▸ TASK
Exactly and only the lines from the one with "Summarize the content" through the end of the listing are to be transcribed, both ends included.

▸ AVAILABLE DATA
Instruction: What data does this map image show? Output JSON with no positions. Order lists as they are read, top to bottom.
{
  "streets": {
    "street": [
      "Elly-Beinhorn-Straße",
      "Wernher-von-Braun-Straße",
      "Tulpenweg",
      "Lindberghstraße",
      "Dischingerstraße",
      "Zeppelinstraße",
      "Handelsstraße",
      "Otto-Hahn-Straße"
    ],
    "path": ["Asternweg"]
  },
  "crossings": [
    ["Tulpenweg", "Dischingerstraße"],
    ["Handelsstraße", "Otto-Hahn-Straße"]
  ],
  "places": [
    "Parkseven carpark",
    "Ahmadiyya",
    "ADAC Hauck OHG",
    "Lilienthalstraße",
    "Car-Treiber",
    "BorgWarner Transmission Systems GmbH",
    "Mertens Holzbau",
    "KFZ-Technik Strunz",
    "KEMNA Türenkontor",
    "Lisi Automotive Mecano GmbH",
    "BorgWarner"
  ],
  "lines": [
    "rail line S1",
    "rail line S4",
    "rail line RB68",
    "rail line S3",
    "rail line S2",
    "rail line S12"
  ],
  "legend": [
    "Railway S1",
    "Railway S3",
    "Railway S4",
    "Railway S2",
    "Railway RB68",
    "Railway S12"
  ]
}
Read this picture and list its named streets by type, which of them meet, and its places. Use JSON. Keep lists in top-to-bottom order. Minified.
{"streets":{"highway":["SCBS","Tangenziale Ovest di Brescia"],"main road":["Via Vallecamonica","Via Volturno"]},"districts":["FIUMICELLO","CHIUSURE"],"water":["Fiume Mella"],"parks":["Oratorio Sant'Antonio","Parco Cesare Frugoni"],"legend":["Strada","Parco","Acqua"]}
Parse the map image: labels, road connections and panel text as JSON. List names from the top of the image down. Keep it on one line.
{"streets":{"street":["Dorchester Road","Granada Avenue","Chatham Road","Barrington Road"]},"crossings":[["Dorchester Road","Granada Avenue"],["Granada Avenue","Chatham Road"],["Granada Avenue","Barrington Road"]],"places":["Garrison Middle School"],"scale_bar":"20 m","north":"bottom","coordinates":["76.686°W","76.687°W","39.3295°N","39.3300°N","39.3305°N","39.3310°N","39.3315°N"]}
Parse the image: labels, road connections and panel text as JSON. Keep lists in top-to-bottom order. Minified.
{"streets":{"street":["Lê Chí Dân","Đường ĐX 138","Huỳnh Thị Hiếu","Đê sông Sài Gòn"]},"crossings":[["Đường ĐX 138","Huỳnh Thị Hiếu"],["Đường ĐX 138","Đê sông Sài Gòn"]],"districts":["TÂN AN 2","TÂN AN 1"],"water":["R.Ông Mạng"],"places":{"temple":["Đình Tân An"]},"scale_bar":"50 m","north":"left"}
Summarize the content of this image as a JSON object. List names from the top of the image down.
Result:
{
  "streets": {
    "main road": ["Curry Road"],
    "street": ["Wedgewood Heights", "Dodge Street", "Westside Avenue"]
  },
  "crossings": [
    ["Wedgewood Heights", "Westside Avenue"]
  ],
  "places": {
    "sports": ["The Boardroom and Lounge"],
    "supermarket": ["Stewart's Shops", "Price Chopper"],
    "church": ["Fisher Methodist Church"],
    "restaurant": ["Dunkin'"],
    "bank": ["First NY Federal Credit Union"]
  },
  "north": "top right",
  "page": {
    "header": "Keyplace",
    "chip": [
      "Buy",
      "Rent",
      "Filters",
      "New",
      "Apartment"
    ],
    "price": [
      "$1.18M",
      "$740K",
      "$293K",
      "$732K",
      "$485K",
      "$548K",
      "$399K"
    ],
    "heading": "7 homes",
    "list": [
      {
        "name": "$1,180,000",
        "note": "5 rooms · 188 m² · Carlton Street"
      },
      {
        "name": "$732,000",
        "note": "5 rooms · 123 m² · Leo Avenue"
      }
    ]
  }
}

▸ WORKED SOLUTION
Summarize the content of this image as a JSON object. List names from the top of the image down.
Result:
{
  "streets": {
    "main road": ["Curry Road"],
    "street": ["Wedgewood Heights", "Dodge Street", "Westside Avenue"]
  },
  "crossings": [
    ["Wedgewood Heights", "Westside Avenue"]
  ],
  "places": {
    "sports": ["The Boardroom and Lounge"],
    "supermarket": ["Stewart's Shops", "Price Chopper"],
    "church": ["Fisher Methodist Church"],
    "restaurant": ["Dunkin'"],
    "bank": ["First NY Federal Credit Union"]
  },
  "north": "top right",
  "page": {
    "header": "Keyplace",
    "chip": [
      "Buy",
      "Rent",
      "Filters",
      "New",
      "Apartment"
    ],
    "price": [
      "$1.18M",
      "$740K",
      "$293K",
      "$732K",
      "$485K",
      "$548K",
      "$399K"
    ],
    "heading": "7 homes",
    "list": [
      {
        "name": "$1,180,000",
        "note": "5 rooms · 188 m² · Carlton Street"
      },
      {
        "name": "$732,000",
        "note": "5 rooms · 123 m² · Leo Avenue"
      }
    ]
  }
}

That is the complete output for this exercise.